Send rapid response to journal:
Re: 'No Recommendation' is NOT a recommendation

murthy.divakara{at}va.gov gowdara divakara murthy

United States Preventive and Services task Force (USPSTF) has done an excellent job over the years at educating medical professionals and the public regarding screening for and prevention of diseases. In the current issue of Annals Of Internal Medicine, the task force is refining evidence- based recommendation development.

I have some comments and suggestions for the Task Force to consider. Lately I have seen under ‘summary of recommendation’, common statement such as ‘ The U.S. Preventive Services Task Force (USPSTF) concludes that the evidence is insufficient to recommend for or against routine screening for….’. The list of some of the diseases for which such recommendations (for adults) are made is as follows.
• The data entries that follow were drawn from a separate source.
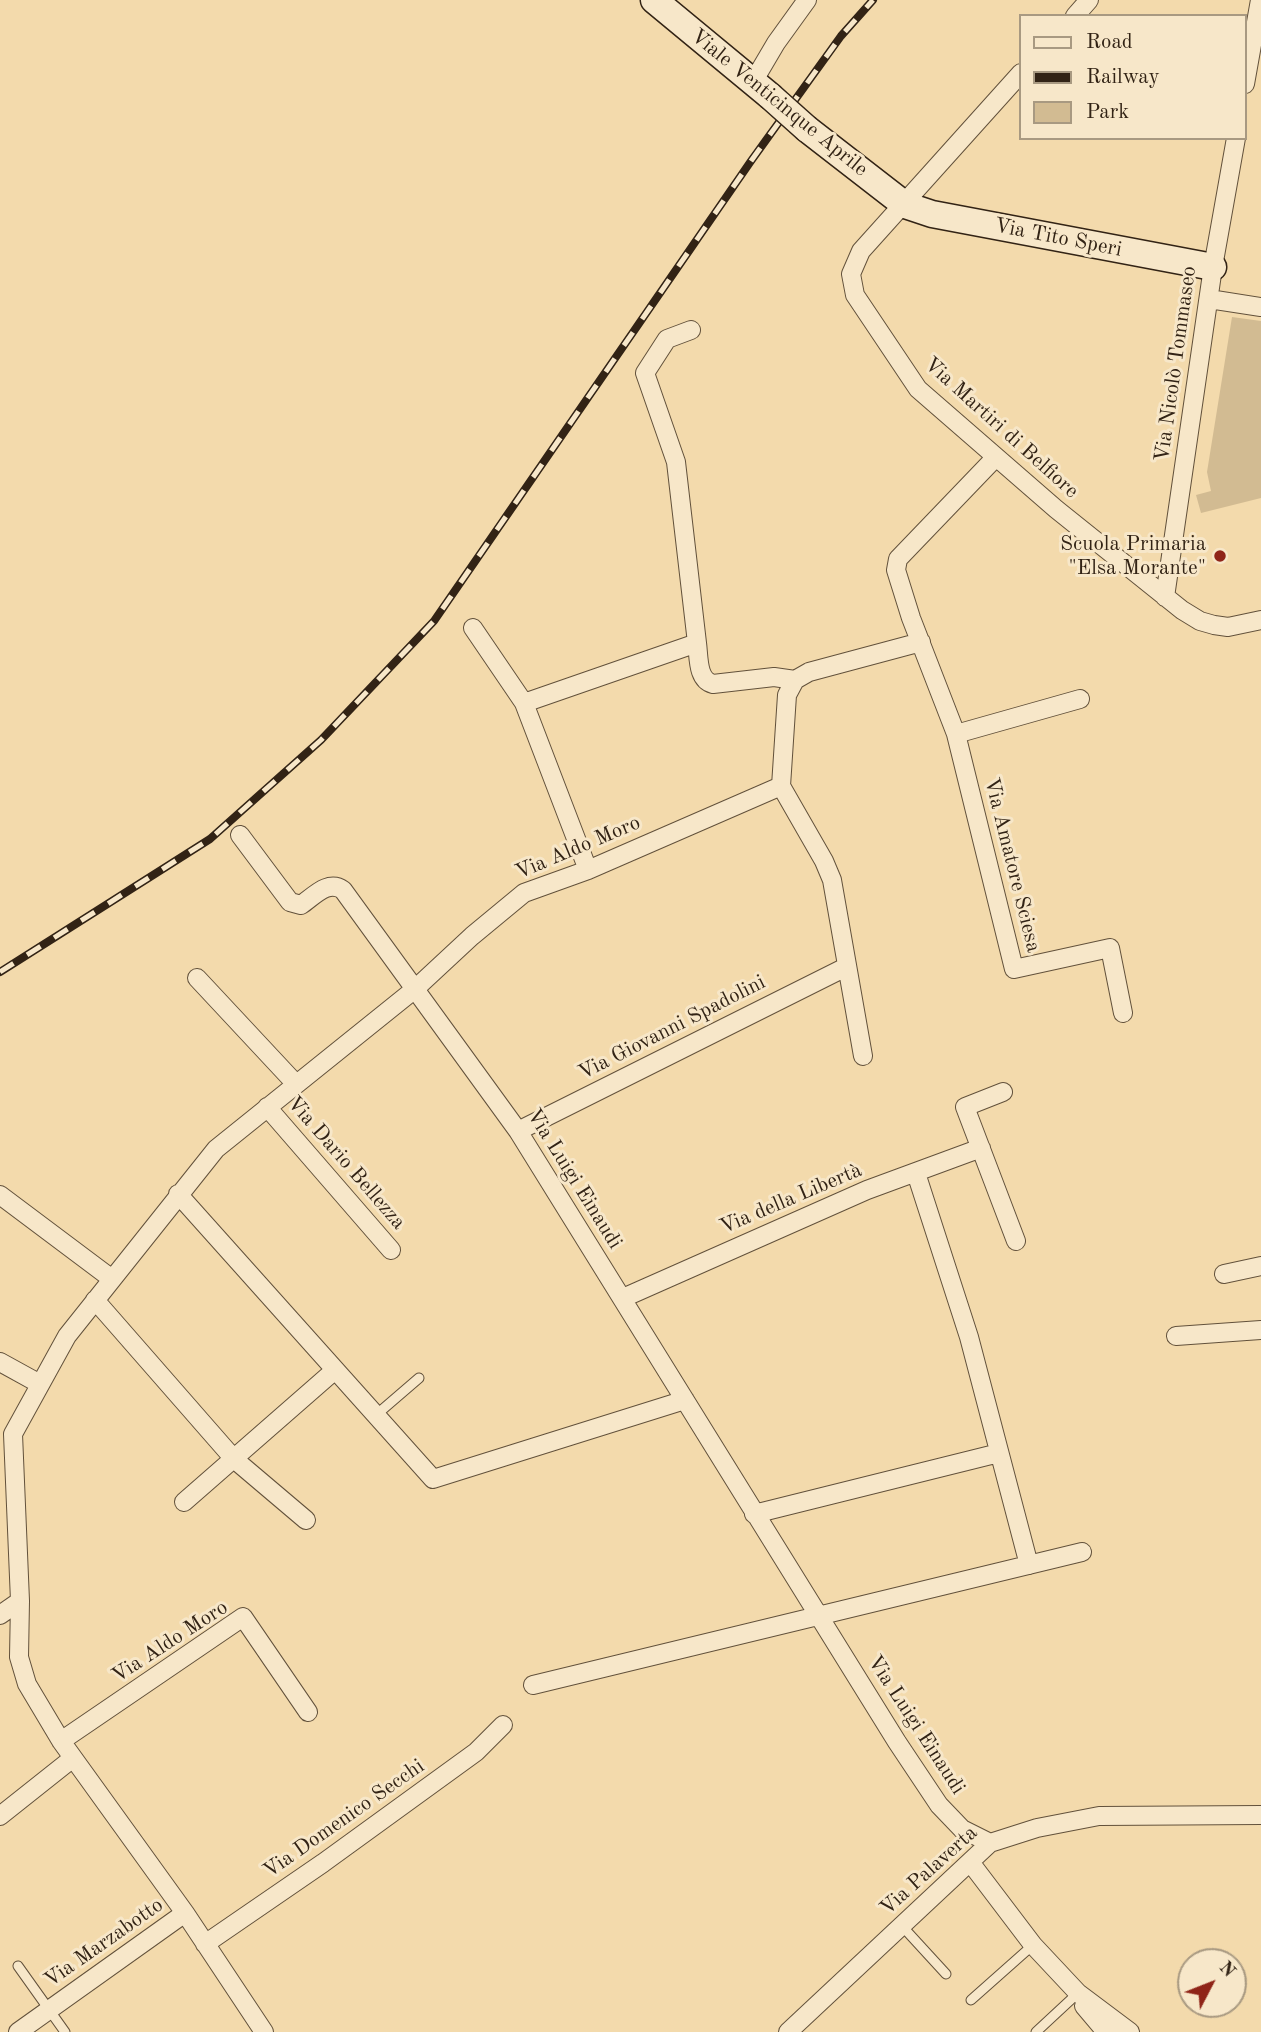 <!DOCTYPE html>
<html>
<head>
<meta charset="utf-8">
<style>
  body { margin:0 }
  #map { position:relative; width:1261px; height:2032px; overflow:hidden; background:#f3daac; font-family:"Old Standard TT",serif }
  canvas { display:block }
  .legend { position:absolute; left:1019px; top:14px; width:228px; height:126px; box-sizing:border-box; background:#f7e7c9; border:2px solid #a89981; margin:0; padding:9px 12px; list-style:none; font-size:21px; color:#322315 }
  .legend li { display:flex; align-items:center; gap:14px; height:35px }
  .legend b { width:35px; border:2px solid #a89981 }
  .north { position:absolute; left:1177px; top:1948px; width:70px; height:70px; box-sizing:border-box; background:#f7e7c9; border:2px solid #a89981; border-radius:50%; rotate:48deg; font-size:19px; font-weight:700; line-height:28px; text-align:center; color:#322315 }
  .north::after { content:''; display:block; margin:auto; width:24px; height:32px; background:#8f2418; clip-path:polygon(50% 0,100% 100%,50% 72%,0 100%) }
</style>
</head>
<body>
<div id="map">
<canvas width="1261" height="2032"></canvas>
<ul class="legend">
<li><b style="height:9px;background:#f7e7c9"></b>Road</li>
<li><b style="height:9px;background:#322315"></b>Railway</li>
<li><b style="height:19px;background:#d2bb92"></b>Park</li>
</ul>
<div class="north">N</div>
</div>
<script>
const c = document.querySelector('canvas').getContext('2d');
c.lineJoin = 'round';
function fillPath(path, color) { c.fillStyle = color; c.fill(path, 'evenodd'); }
function strokePath(path, color, width, dash) { c.strokeStyle = color; c.lineWidth = width; c.lineCap = dash ? 'butt' : 'round'; c.setLineDash(dash || []); c.stroke(path); }
function label(font, color, halo, rows, align = 'center') {
  c.font = font + ' "Old Standard TT",serif'; c.lineWidth = 6; c.setLineDash([]); c.textBaseline = 'middle'; c.strokeStyle = halo; c.fillStyle = color; for (const [text, x, y, turn = 0] of rows) {
    c.save(); c.translate(x, y); c.rotate((+turn || 0) * Math.PI / 180); c.textAlign = isNaN(turn) ? turn : align; if (halo) c.strokeText(text, 0, 0); c.fillText(text, 0, 0); c.restore();
  }
}
const green = new Path2D(`
  M1232,317L1261,321V498L1201,513L1196,495L1211,491L1207,472Z`);
const lane = new Path2D(`
  M376,1415L419,1378
  M902,1926L946,1974
  M18,1966L65,2032
  M971,2000L1033,1945
  M1036,2032L1078,1993`);
const street = new Path2D(`
  M1075,16L1089,0
  M1021,73L861,251L851,274L855,295L918,389L1056,509L1182,610L1200,621L1214,625L1228,627L1261,620
  M753,82L776,43L807,0
  M1245,84L1260,0
  M1209,299L1261,307
  M691,330L667,339L645,373L676,462L697,643
  M995,458L898,559L896,570L911,618L956,734L1014,969L1110,948L1123,1013
  M1165,597L1213,267L1236,138
  M473,628L524,703
  M956,734L1080,699
  M781,786L824,861L832,880L863,1056
  M781,786L787,695L795,680
  M240,835L290,902L301,905C313,897 328,879 343,890L518,1131L897,1742L939,1805L962,1829L990,1843
  M588,870L524,703L697,643C699,657 697,680 713,684L774,677L795,680L809,672L921,642
  M197,978L295,1083
  M1003,1092L965,1107L1016,1241
  M267,1107L391,1250
  M518,1131L846,967
  M916,1173L969,1337L1029,1565
  M178,1194L433,1479L685,1400
  M0,1195L112,1279
  M1224,1274L1261,1266
  M623,1298L867,1190L981,1148
  M95,1300L234,1459L306,1520
  M1176,1336L1261,1330
  M0,1362L40,1384
  M184,1502L335,1370
  M754,1514L999,1453
  M0,1615L20,1601
  M533,1685L1082,1552
  M61,1741L243,1617L308,1712
  M0,1816L73,1758
  M970,1862L1033,1945L1078,1993L1130,2032
  M205,1944L323,1863L476,1752L503,1725
  M1084,2006L1106,2032
  M18,2032L185,1913
  M264,2032L185,1913L61,1741L27,1684L19,1657L20,1601L13,1434L67,1336L216,1149L415,989L472,936L524,893L588,870L781,786
  M788,2032L990,1843L1037,1828L1099,1816L1261,1815`);
const secondary = new Path2D(`
  M654,0L770,96
  M807,129L905,205L932,214L1213,267`);
const rail = new Path2D(`
  M0,972L210,839L321,740L434,621L751,161L841,36L873,0`);
const secondaryBridge = new Path2D(`
  M770,96L807,129`);
const markers = [
  [1220,556,7,"#8f2418"]
];
const streetNames = [
  ["Viale Venticinque Aprile",779,103,39],
  ["Via Tito Speri",1058,238,11],
  ["Via Nicolò Tommaseo",1176,364,-82],
  ["Via Martiri di Belfiore",1001,428,42],
  ["Via Aldo Moro",578,848,-23],
  ["Via Amatore Sciesa",1012,865,76],
  ["Via Giovanni Spadolini",672,1028,-27],
  ["Via Dario Bellezza",346,1163,49],
  ["Via Luigi Einaudi",574,1179,58],
  ["Via della Libertà",791,1199,-23],
  ["Via Aldo Moro",170,1642,-33],
  ["Via Luigi Einaudi",916,1725,57],
  ["Via Domenico Secchi",344,1819,-35],
  ["Via Palaverta",929,1871,-42],
  ["Via Marzabotto",104,1943,-35]
];
const poiNames = [
  ["Scuola Primaria",1206,544],
  ["\"Elsa Morante\"",1206,568]
];
fillPath(green, '#d2bb92');
strokePath(lane, '#62513b', 11);
strokePath(street, '#62513b', 20);
strokePath(secondary, '#322315', 29);
strokePath(lane, '#f7e7c9', 9);
strokePath(street, '#f7e7c9', 18);
strokePath(secondary, '#f7e7c9', 26);
strokePath(rail, '#322315', 8);
strokePath(rail, '#f7e7c9', 5, [16]);
strokePath(secondaryBridge, '#322315', 29, []);
strokePath(secondaryBridge, '#f7e7c9', 26);
for (const [x, y, r, color] of markers) { const dot = new Path2D(); dot.arc(x, y, r, 0, 2 * Math.PI); c.fillStyle = color; c.fill(dot); strokePath(dot, '#f7e7c9', 2.5); }
label('21px', '#322315', '#f7e7c9', streetNames);
label('21px', '#322315', '#f7e7c9', poiNames, 'right');
</script>
</body>
</html>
Table: Diseases for which there are no recommendations for or against screening.

Lung cancer

oral cancer

prostate cancer

skin cancer

vitamins to prevent cancer and cardiovascular disease

screening for abdominal aortic aneurysm in men 65-75 years of age who never smoked

hepatitis C in high risk persons

family and intimate partner violence

dementia

suicide risk

promote a healthy diet

behavioral counseling to promote physical activity

thyroid disease

type 2 diabetes and gestational diabetes

low back pain

bacterial vaginosis in pregnant women

glaucoma

I Believe, if such a statement needs to be made it should be under ‘summary of evidence’ and not under ‘summary of recommendation’. If there is no recommendation to be made for or against then, the Task Force may want to refrain from making any recommendation. Making such recommendations is ambiguous and conflicting. For example, a smoker who was not screened and develops lung cancer may wonder why he/she was not screened for it as there is no recommendation against screening.